- Opening Delimiter -

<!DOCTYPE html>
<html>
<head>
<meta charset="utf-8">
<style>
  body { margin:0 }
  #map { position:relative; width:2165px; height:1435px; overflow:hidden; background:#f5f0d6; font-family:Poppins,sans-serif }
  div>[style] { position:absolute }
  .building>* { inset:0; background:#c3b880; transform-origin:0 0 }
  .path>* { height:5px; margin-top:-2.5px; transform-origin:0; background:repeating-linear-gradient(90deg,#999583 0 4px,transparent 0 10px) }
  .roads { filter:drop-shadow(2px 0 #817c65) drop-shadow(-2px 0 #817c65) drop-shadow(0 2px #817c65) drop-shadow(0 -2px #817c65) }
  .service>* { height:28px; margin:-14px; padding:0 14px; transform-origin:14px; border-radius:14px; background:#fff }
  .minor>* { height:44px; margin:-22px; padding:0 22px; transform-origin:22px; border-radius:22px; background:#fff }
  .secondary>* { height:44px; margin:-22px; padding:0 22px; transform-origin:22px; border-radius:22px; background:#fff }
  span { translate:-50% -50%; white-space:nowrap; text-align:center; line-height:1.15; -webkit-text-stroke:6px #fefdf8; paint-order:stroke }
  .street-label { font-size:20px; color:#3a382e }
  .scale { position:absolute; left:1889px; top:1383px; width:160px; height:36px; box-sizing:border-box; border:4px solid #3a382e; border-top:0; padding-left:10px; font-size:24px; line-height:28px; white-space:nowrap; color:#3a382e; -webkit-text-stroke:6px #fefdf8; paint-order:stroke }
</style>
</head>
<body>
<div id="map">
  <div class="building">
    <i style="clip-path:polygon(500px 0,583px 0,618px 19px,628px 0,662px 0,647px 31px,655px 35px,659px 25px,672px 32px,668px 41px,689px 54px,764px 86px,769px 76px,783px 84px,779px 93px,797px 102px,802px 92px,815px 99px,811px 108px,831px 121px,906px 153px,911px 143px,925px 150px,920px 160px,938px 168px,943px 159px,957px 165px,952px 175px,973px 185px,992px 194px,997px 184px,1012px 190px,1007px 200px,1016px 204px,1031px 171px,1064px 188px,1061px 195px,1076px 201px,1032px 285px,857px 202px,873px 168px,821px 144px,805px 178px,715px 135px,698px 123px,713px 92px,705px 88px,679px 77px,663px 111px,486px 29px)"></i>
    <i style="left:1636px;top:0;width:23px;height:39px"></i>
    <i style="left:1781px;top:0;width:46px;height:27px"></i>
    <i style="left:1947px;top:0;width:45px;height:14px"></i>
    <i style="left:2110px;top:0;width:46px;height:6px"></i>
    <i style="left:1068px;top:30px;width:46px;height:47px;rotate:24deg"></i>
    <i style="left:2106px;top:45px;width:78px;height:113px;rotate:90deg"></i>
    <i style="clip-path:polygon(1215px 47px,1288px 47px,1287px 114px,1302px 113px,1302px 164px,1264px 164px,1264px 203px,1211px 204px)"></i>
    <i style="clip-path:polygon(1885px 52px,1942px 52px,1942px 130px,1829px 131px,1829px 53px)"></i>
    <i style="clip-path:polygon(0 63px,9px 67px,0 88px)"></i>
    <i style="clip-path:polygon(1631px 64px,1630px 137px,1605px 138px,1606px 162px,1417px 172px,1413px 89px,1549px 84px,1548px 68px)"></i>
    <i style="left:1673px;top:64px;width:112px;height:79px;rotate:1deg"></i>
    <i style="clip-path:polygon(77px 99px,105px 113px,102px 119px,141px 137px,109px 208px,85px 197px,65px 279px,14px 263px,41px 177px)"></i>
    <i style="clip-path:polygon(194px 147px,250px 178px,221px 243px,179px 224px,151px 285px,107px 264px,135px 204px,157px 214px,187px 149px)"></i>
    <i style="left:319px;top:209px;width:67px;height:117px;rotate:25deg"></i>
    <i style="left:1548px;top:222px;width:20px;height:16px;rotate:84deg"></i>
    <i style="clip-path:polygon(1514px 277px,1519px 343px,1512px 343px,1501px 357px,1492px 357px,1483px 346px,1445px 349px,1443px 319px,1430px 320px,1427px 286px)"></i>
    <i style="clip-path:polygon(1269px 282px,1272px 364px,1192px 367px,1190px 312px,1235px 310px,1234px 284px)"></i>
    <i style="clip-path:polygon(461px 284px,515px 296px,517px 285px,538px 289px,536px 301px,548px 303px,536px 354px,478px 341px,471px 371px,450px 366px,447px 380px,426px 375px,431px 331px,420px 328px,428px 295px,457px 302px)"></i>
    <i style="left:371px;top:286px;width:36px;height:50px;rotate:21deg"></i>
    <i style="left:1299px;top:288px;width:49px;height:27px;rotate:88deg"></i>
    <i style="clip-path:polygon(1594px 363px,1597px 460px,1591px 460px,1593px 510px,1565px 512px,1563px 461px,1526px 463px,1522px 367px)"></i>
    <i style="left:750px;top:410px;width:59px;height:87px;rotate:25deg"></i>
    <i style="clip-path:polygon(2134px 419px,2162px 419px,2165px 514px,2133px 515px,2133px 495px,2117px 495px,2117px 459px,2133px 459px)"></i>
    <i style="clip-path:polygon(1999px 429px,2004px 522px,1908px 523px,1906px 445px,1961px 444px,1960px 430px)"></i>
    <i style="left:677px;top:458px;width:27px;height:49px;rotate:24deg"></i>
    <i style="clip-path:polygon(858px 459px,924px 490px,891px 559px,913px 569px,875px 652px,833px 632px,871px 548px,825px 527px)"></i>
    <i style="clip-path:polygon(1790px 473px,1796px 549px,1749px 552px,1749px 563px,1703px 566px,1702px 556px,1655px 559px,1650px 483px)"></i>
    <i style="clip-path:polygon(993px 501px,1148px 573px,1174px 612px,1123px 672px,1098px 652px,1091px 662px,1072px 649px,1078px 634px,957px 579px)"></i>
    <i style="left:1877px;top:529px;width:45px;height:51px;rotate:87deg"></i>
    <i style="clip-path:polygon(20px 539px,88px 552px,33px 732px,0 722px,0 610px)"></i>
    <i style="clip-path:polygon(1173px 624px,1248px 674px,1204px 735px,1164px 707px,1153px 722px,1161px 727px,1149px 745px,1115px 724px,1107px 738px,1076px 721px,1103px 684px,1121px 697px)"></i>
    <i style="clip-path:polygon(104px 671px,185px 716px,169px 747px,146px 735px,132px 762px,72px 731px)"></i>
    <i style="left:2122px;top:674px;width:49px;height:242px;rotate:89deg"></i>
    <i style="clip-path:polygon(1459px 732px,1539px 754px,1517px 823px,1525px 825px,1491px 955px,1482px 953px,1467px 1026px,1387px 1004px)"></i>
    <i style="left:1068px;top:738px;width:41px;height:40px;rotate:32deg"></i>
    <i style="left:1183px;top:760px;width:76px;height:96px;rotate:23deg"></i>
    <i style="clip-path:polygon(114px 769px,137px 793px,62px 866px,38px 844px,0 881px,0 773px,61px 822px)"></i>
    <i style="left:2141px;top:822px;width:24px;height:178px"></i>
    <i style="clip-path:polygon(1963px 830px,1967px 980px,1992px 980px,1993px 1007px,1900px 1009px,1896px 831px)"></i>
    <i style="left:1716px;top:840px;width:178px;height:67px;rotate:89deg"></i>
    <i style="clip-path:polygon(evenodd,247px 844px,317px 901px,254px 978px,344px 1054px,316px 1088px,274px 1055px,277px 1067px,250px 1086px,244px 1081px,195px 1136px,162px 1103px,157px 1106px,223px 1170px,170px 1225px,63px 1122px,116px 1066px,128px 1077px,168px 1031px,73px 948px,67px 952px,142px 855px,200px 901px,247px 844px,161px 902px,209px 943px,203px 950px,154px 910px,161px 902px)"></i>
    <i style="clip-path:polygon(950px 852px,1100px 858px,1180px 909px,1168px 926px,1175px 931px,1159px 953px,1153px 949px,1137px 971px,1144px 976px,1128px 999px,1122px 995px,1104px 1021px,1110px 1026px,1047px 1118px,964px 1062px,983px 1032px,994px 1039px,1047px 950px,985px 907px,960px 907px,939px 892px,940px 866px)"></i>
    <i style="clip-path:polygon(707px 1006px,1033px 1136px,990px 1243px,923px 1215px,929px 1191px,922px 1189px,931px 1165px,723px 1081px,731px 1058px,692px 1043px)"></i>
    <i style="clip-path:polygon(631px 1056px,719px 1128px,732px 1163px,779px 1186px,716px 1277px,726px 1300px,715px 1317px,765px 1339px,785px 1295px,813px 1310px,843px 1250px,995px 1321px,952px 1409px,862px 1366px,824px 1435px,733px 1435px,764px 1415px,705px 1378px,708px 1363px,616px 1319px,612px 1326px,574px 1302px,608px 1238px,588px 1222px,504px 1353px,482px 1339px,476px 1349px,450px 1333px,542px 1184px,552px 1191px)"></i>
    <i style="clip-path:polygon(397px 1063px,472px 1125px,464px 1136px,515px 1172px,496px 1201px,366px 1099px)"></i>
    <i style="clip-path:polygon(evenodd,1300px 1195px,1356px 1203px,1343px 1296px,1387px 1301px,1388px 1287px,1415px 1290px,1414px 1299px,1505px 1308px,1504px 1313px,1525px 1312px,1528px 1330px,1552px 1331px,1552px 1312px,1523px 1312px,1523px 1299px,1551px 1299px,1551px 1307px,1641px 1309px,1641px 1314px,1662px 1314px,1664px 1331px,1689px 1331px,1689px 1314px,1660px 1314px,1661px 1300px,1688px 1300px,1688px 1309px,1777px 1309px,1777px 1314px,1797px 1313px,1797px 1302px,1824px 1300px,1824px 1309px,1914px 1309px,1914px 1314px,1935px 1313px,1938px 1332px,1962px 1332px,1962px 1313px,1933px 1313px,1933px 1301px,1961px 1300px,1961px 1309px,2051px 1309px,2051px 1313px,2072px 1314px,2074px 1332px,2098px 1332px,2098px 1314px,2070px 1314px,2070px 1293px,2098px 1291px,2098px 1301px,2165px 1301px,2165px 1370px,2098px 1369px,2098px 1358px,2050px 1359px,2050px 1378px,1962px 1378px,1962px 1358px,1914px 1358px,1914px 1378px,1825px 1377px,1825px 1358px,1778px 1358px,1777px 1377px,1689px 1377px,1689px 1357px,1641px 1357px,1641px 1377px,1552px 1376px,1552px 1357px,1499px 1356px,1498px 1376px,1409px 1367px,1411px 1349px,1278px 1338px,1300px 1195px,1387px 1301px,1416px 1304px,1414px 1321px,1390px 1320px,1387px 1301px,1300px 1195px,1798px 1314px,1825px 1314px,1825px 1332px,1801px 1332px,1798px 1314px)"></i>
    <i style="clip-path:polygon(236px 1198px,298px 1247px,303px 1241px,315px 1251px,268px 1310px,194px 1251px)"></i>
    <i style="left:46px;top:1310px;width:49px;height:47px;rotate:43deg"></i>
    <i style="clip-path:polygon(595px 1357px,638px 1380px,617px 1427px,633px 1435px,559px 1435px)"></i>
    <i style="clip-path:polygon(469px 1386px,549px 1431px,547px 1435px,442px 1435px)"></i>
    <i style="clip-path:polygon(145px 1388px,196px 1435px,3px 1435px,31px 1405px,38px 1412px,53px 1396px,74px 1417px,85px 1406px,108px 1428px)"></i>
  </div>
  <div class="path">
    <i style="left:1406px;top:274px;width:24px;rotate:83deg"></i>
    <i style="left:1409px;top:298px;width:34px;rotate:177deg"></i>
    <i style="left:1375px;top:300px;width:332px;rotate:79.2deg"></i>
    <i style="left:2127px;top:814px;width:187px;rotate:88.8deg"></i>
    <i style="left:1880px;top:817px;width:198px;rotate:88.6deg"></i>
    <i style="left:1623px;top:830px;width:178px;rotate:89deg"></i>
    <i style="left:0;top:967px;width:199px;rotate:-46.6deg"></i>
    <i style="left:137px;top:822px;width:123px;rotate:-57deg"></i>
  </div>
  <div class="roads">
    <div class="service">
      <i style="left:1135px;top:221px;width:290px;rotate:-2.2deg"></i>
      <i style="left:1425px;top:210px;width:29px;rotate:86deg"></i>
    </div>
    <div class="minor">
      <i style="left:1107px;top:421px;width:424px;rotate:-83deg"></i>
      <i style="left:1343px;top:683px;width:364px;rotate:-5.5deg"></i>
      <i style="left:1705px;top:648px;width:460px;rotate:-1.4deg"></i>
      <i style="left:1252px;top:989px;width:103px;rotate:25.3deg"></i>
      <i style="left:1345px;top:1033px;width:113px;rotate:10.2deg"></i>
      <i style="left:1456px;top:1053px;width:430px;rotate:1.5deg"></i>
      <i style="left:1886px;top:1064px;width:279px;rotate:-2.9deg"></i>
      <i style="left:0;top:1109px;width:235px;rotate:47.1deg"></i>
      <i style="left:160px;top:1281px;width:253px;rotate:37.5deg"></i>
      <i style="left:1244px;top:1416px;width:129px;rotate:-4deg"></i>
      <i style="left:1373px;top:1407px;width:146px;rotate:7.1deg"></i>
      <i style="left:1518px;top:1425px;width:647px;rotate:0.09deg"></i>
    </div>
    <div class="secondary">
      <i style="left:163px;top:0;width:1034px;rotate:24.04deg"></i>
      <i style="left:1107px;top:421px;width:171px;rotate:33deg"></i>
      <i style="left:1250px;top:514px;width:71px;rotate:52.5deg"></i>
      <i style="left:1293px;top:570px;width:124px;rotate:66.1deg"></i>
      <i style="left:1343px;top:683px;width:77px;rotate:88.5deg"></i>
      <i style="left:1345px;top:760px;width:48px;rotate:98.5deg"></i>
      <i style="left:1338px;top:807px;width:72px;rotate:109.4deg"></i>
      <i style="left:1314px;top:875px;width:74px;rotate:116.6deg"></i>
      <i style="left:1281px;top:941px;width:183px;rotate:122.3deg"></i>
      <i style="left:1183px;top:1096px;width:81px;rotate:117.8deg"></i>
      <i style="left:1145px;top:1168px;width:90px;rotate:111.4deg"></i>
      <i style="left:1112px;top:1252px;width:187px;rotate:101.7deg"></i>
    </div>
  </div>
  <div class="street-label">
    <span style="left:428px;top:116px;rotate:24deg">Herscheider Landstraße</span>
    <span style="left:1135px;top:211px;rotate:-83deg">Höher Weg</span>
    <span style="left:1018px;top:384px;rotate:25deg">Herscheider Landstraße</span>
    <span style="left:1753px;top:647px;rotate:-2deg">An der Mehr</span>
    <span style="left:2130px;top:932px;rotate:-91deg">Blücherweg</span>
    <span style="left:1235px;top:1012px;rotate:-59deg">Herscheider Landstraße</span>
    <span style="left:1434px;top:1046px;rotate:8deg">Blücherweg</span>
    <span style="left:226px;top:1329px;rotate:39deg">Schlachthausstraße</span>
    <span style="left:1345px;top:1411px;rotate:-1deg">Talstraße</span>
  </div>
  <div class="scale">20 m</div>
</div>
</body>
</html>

- Closing Delimiter -

AIM OF THE TASK
Restate verbatim the first line above and all lines after it through the line containing "position:relative; width:2165px; height:1435px;"; omit the rest.

ANSWER FOR THE TASK
<!DOCTYPE html>
<html>
<head>
<meta charset="utf-8">
<style>
  body { margin:0 }
  #map { position:relative; width:2165px; height:1435px; overflow:hidden; background:#f5f0d6; font-family:Poppins,sans-serif }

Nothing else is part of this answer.